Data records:
════

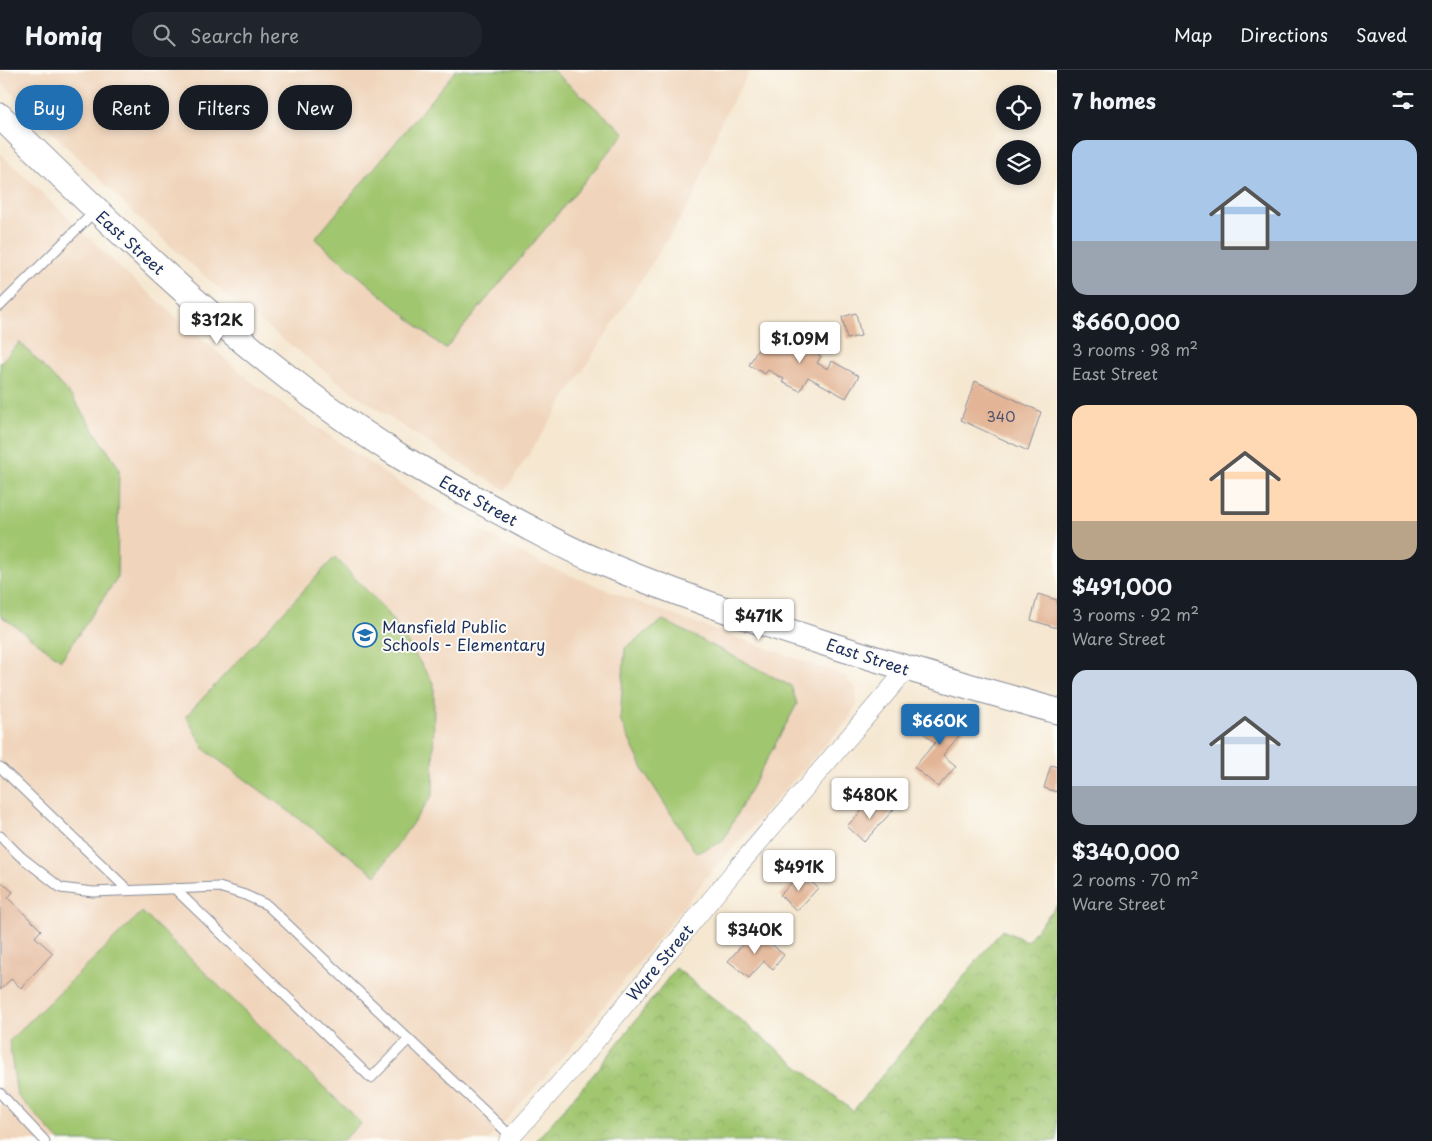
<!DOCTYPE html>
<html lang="en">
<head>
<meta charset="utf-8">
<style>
	body { margin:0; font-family:"Playpen Sans",sans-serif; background:#20242c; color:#f1f3f6; height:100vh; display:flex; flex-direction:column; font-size:19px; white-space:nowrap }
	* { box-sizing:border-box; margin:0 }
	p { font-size:16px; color:#9ea1a6 }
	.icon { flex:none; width:28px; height:28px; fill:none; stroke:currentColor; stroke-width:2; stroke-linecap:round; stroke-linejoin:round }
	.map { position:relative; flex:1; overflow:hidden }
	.side { display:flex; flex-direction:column; background:#171b24; width:375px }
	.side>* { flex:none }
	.top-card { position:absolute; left:15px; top:15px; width:475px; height:45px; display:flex; gap:10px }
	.fabs { position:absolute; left:996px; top:15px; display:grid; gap:10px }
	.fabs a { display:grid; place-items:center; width:45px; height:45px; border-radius:50%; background:#171b24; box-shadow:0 2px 8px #0003; font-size:25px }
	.price { position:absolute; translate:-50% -42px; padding:0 11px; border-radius:5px; background:#fff; color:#222; font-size:16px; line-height:32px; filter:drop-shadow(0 1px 2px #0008) }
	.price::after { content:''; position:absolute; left:50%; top:30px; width:15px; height:11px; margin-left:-8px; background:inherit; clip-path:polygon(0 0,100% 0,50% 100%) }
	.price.selected { background:#1f6fb2; color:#fff }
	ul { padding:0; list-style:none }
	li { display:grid; align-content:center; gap:10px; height:265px; padding:0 15px }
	li span { display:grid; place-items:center; height:155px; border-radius:15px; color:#555 }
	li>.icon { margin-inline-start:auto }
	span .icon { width:90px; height:90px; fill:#fffc; stroke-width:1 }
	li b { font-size:21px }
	h2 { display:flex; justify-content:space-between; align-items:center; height:60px; padding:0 15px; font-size:21px }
	.tag { padding:0 18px; border-radius:20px; background:#171b24; box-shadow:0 2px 8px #0003; font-size:18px; line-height:45px }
	.tag.selected { background:#1f6fb2; color:#fff }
	header { display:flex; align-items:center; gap:30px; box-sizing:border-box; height:70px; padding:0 25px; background:#171b24; border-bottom:1px solid #363941 }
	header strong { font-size:24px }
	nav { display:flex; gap:28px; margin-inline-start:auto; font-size:18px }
	.search { width:350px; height:45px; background:#20242c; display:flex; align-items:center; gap:12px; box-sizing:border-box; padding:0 18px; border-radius:20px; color:#9ea1a6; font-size:19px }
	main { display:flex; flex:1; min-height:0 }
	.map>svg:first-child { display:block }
</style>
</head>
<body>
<header>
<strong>Homiq</strong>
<div class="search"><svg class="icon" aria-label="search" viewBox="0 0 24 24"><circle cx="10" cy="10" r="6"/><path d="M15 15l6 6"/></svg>Search here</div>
<nav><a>Map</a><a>Directions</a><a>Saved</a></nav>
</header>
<main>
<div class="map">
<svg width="1057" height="1071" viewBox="0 0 1057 1071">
	<defs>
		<pattern id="park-crowns" width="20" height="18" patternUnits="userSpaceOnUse" patternTransform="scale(1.25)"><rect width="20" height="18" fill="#a1c670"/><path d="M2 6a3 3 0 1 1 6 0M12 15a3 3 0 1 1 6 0" fill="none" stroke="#8aaa63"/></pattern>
	</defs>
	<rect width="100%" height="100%" fill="#fdfcf7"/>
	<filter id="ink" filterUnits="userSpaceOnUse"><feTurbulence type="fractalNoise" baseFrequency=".02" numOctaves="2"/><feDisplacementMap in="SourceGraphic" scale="10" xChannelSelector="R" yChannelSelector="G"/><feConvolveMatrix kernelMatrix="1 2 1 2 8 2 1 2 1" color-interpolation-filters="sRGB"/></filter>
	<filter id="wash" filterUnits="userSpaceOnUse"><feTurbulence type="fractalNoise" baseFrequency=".0096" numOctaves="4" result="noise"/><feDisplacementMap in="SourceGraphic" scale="20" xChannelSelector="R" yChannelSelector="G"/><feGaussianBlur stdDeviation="1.12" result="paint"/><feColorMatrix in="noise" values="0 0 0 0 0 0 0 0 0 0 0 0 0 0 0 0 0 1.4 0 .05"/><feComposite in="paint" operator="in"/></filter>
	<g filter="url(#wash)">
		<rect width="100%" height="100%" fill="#f5e7d0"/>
		<path fill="#f0d5bc" d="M0,0H750L721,52L693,129L506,420L445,384L355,324L234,232L138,147L0,11Z
			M0,83L128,205L254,314L428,433L544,495L648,536L845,606L856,620L857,634L847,651L711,802L569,980L487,1071H0Z"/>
		<path fill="url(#park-crowns)" stroke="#5e7a67" d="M1057,835V1071H536L598,999L676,898L853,1041L1002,860L1027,871Z"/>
		<path fill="#a1c670" stroke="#5e7a67" d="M456,0H552L625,63L445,279L315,169Z
			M20,272L72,327L119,398L117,508L61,590L0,545V293Z
			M335,487L388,543L434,614L433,724L376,805L205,680L186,646Z
			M663,550L791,616L797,634L722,772L696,783L645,703L620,650L625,578Z
			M142,842L361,1053L342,1071H60L17,1025L9,971Z"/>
		<g id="blocks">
			<path fill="#e3b596" d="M856,243L861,266L847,269L842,247Z
				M770,258L787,268L791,260L806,268L802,275L821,286L817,293L828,299L832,291L859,306L846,328L808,307L800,321L782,312L784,309L768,300L765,304L749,295Z
				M975,311L1041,342L1028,381L961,350Z
				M1038,524L1057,530V558L1031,550Z
				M943,636L967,656L943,685L956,696L938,717L914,697L935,673L922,662Z
				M1051,695L1057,697V722L1044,718Z
				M884,730L894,739L864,772L847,756L868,734L875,740Z
				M801,803L818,818L797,841L780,825Z
				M0,811L13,822L8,828L41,860L35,867L53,883L21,918L11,909L0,920Z
				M755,860L784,885L773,899L764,891L749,908L728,891Z"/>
		</g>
	</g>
	<g filter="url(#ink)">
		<use href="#blocks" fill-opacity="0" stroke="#888b97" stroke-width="1"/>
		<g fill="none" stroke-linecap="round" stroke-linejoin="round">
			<g stroke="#888b97" stroke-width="11">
				<path id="service" d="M0,236L96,140
					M0,697L128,820
					M0,766L20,786L61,818L93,822L219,817L245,825L267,835L512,1067
					M174,818L371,1008L409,969
					M0,1023L45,1071"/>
			</g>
			<g stroke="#888b97" stroke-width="19">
				<path id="minor" d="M508,1071L581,989L736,799L907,599"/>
			</g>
			<g stroke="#888b97" stroke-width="27">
				<path id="secondary" d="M0,46C123,167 254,295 401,387C436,408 473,427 509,447C538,462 567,479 598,491C746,553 902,598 1057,641"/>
			</g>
			<use href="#service" stroke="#fff" stroke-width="9"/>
			<use href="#minor" stroke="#fff" stroke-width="18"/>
			<use href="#secondary" stroke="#fff" stroke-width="25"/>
		</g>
	</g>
	<defs>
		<g id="school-ring" transform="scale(1.25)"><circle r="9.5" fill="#fdfcf7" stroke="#1f6fb2" stroke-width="1.5"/><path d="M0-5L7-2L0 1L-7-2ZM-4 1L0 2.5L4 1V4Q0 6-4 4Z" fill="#1f6fb2"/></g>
	</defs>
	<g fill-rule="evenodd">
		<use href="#school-ring" x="365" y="565"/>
	</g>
	<g text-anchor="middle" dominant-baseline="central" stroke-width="4" stroke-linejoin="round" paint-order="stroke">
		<g font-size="14" fill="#4d506c">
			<text x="1001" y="346">340</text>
		</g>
		<g font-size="16" fill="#1b2f5e" stroke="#fdfcf7">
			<text transform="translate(131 172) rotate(42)">East Street</text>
			<text transform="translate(479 430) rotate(29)">East Street</text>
			<text transform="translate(868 586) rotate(18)">East Street</text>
			<text transform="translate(659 892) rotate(-50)">Ware Street</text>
		</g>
		<g font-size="16" fill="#1b2f5e" stroke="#fdfcf7" text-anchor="start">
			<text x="382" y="556">Mansfield Public<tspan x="382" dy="18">Schools - Elementary</tspan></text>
		</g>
	</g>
</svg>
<div class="fabs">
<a><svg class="icon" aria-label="locate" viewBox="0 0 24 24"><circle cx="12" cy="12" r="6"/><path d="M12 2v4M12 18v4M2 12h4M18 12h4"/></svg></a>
<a><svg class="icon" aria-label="layers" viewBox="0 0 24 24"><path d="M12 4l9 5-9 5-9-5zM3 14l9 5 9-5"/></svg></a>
</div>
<b class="price" style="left:217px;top:275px">$312K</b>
<b class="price" style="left:800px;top:294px">$1.09M</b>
<b class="price" style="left:759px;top:571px">$471K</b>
<b class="price selected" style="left:940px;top:676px">$660K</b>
<b class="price" style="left:870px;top:750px">$480K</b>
<b class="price" style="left:799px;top:822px">$491K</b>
<b class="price" style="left:755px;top:885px">$340K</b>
<div class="top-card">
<a class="tag selected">Buy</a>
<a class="tag">Rent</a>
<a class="tag">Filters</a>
<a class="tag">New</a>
</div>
</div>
<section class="side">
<h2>7 homes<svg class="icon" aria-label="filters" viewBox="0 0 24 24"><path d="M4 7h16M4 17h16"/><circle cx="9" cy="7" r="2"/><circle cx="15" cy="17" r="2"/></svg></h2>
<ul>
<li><span style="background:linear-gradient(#a9c7e8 65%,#9aa5b1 0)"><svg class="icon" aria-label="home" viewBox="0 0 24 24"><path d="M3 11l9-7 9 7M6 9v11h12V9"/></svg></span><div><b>$660,000</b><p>3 rooms · 98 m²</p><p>East Street</p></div></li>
<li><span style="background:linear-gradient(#ffd9b3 75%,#b9a48a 0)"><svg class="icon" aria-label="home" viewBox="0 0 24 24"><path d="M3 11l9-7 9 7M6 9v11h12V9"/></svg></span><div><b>$491,000</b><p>3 rooms · 92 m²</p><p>Ware Street</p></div></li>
<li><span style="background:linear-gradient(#c9d6e8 75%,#9aa5b1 0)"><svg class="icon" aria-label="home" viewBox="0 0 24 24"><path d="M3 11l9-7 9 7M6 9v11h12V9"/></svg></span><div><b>$340,000</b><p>2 rooms · 70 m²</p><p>Ware Street</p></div></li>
</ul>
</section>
</main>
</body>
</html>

════

_WORK ORDER_
Return only the lines from the start of the data through the line that contains "background:#20242c; color:#f1f3f6; height:100vh;", please, copying them exactly and omitting all pictures.

_ANSWER BOX_
<!DOCTYPE html>
<html lang="en">
<head>
<meta charset="utf-8">
<style>
	body { margin:0; font-family:"Playpen Sans",sans-serif; background:#20242c; color:#f1f3f6; height:100vh; display:flex; flex-direction:column; font-size:19px; white-space:nowrap }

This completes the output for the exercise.